„Es kommt nicht von Herzen“

ARMENIER Zugeständnisse macht der türkische Staat nur auf Druck von außen, meint Rober Koptas, Hrant Dinks Nachfolger als Chefredakteur von „Agos“

■ 33, schreibt seit vier Jahren für die türkisch-armenische Wochenzeitschrift Agos. Im Juni löste er Etyen Mahcupyan als Chefredakteur ab, der die Zeitschrift nach dem Mord an Dink geleitet hatte. Amtlich trägt er den türkischen Vornamen Murat, weil seine Eltern Repressalien fürchteten.

taz: Herr Koptas, wie kommen Sie mit diesem schweren Erbe als Nach-Nachfolger von Hrant Dink klar?

Rober Koptas: Ich bin ja nicht neu bei Agos.

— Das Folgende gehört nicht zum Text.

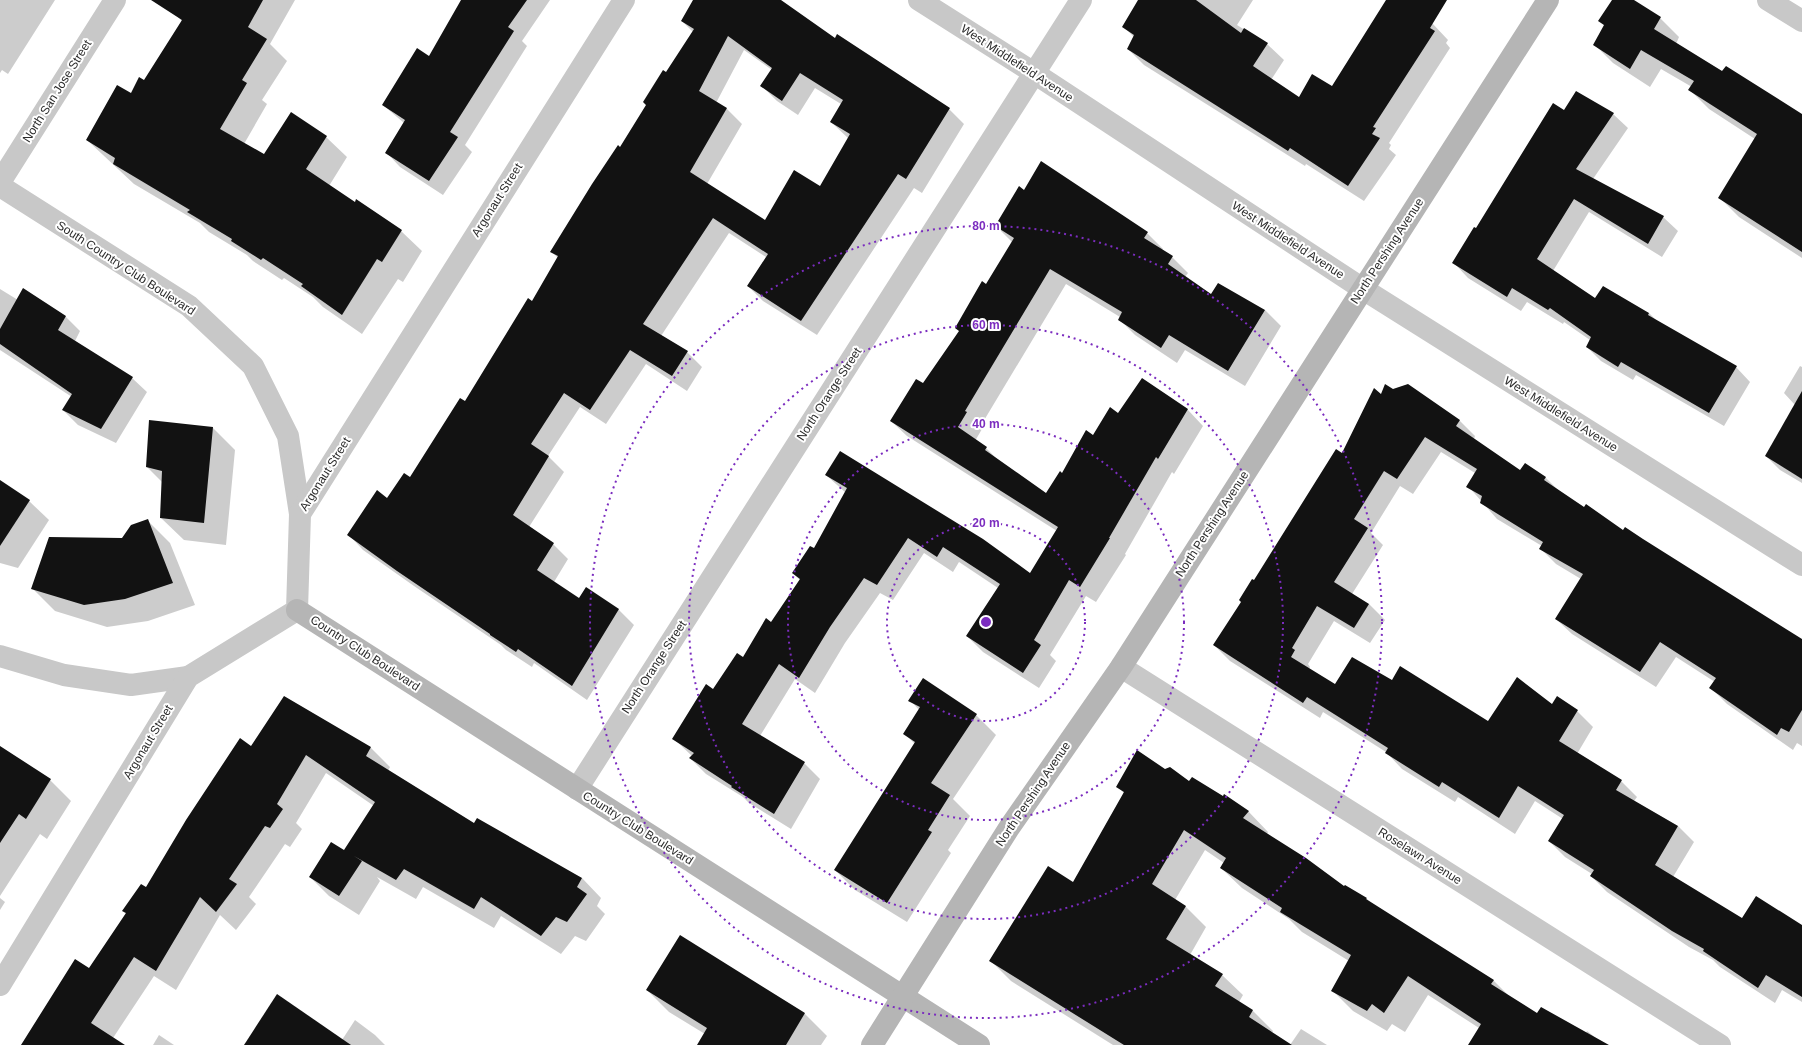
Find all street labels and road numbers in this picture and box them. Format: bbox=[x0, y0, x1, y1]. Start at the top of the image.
street label: West Middlefield Avenue bbox=[958, 21, 1076, 105]
street label: North San Jose Street bbox=[20, 37, 95, 145]
street label: Argonaut Street bbox=[469, 160, 526, 239]
street label: North Pershing Avenue bbox=[1348, 195, 1427, 306]
street label: West Middlefield Avenue bbox=[1229, 198, 1347, 282]
street label: South Country Club Boulevard bbox=[54, 218, 198, 318]
street label: North Orange Street bbox=[794, 344, 865, 443]
street label: West Middlefield Avenue bbox=[1502, 373, 1621, 455]
street label: Argonaut Street bbox=[297, 434, 354, 513]
street label: North Pershing Avenue bbox=[1173, 468, 1252, 579]
street label: Country Club Boulevard bbox=[308, 612, 422, 694]
street label: North Orange Street bbox=[619, 617, 690, 716]
street label: Argonaut Street bbox=[120, 702, 176, 782]
street label: North Pershing Avenue bbox=[993, 739, 1073, 849]
street label: Country Club Boulevard bbox=[580, 788, 696, 868]
street label: Roselawn Avenue bbox=[1376, 825, 1465, 888]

Schon während Hrant hier der Chefredakteur war, habe ich für Agos gearbeitet und regelmäßig Kolumnen geschrieben. Ich kenne die Zeitschrift und ihre Leser gut und versuche wie Hrant, für einen guten Journalismus zu sorgen.

Unmittelbar nach der Ermordung von Hrant Dink hatte ja dessen Freund, der bekannte Publizist, Etyen Mahcupyan auch deshalb die Leitung von Agos übernommen, damit das Blatt nach dem Mord nicht ins Trudeln gerät. Hat sich die Situation jetzt stabilisiert?

Ja, die Situation der Zeitung hat sich normalisiert, sowohl was ihre wirtschaftliche Situation angeht auch als die Bedrohung durch Nationalisten. Für Agos arbeiten 20 Leute, die Hälfte davon in der Redaktion. Und wir verkaufen stabil um die 5.000 Exemplare in der Woche. Das hört sich zwar nicht nach so viel an, ist für die Türkei aber auch nicht schlecht. Außerdem ist Etyen ja weiter dabei. Er hat sich zwar aus dem täglichen Geschäft zurückgezogen, aber er nimmt an unseren Planungssitzungen teil.

Werden Sie bedroht?

Nach dem Mord haben wir sehr viele Drohungen bekommen, aber das hat kontinuierlich abgenommen – und ist im Moment fast völlig verschwunden.

Finanziert sich Agos immer noch vorwiegend über den Verkauf des Blattes oder gibt es mittlerweile auch Anzeigen aus der Wirtschaft?

Wir haben Anzeigen, aber fast ausschließlich aus der armenischen Gemeinde. Große türkische Firmen inserieren nicht bei uns.

Wie wichtig ist für Agos das Verhältnis zu Armenien? Haben Sie einen festen Korrespondenten in Eriwan?

Armenien ist für uns natürlich wichtig, aber einen festen Korrespondenten haben wir nicht. Wir haben natürlich Kontakte zu verschiedenen Leuten dort, die auch gelegentlich für uns schreiben, aber vor allem über kulturelle Fragen. Die Innenpolitik in Armenien ist für uns nicht so wichtig. Anders als beispielsweise im Libanon gibt es hier in der Türkei ja auch keine armenischen Parteien, die da eine Rolle spielen würden.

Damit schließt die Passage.